All NCS data collection is performed by professional economists or statisticians, generically called field economists. Each field economist must have a college diploma and is required to complete a rigorous training and certification program before collecting data independently. As part of this training program, each field economist must complete several training exercises to ensure that collected data are coded the same way no matter which field economist collects the data. NCS uses processes like the field economist training to help ensure that the data collected in all sectors of the economy in all parts of the country are coded uniformly.
SSA asked the NCS to partner with them under an annual interagency reimbursable agreement to test the NCS ability to use the NCS infrastructure to collect data on occupational requirements.

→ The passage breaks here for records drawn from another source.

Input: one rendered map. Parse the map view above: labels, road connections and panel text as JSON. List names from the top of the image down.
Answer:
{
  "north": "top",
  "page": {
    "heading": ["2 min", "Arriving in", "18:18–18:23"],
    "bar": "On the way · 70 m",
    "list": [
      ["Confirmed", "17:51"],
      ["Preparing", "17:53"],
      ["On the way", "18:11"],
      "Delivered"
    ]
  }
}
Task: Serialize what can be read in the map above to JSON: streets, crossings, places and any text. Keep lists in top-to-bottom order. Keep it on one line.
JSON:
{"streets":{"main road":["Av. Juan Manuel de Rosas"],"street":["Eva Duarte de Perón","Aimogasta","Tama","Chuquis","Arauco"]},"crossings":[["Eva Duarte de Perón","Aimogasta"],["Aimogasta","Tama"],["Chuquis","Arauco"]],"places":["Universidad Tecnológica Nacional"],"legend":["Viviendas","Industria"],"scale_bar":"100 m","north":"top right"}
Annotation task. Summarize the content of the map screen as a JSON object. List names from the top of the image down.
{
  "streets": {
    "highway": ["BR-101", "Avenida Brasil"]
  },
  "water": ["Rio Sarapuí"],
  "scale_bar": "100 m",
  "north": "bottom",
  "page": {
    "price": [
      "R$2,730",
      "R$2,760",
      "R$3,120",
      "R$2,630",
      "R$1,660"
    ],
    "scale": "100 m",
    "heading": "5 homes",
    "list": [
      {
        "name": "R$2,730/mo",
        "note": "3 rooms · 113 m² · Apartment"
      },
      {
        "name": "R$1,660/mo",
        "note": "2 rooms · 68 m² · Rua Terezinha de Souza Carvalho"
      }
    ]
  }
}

If BLS is able to collect these data about work demands, SSA would have new and better data to use in its disability programs. SSA cited three key advantages of using NCS to provide this updated data:
Since 2012, NCS has been testing our ability to collect these new data elements using the NCS survey infrastructure. Field testing to date has focused on developing procedures, protocols, and collection aids using the NCS infrastructure. These testing phases were analyzed primarily using qualitative techniques but have shown that this survey is operationally feasible.
The pre-production test might better be described as a “dress rehearsal” as the collection procedures, data capture systems, and review processes were structured to be as close as possible to those that will be used in production. The sample design for the pre-production test was similar to that which will be used in production, but was altered to meet test goals. While the feasibility tests in FY 2014 and earlier were intended to gauge the viability of collecting occupational data elements and to test modes of collection and procedures, in FY 2015 BLS integrated the prior work into a large-scale nationally representative pre-production test. For more information on the pre-production test there is a BLS website .
Validation of the ORS Estimates refers to the review of the aggregated tabulations of weighted data as opposed to individual data. The goal of the validation process is to review the estimates and declare them Fit-For-Use (FFU), or ready for use in publication and dissemination, as well as to confirm that our methodological processes (estimation, imputation, publication and confidentiality criteria, and weighting) are working as intended.
Both reliability and validity are concepts that are important to the ORS validation efforts. Reliability describes a measure’s ability to be reproduced under the same conditions whereas validity is a measure of the relationship between the data and its intended purpose. In order to examine the reliability and validity of the ORS data, a description of the data and its purpose is first required.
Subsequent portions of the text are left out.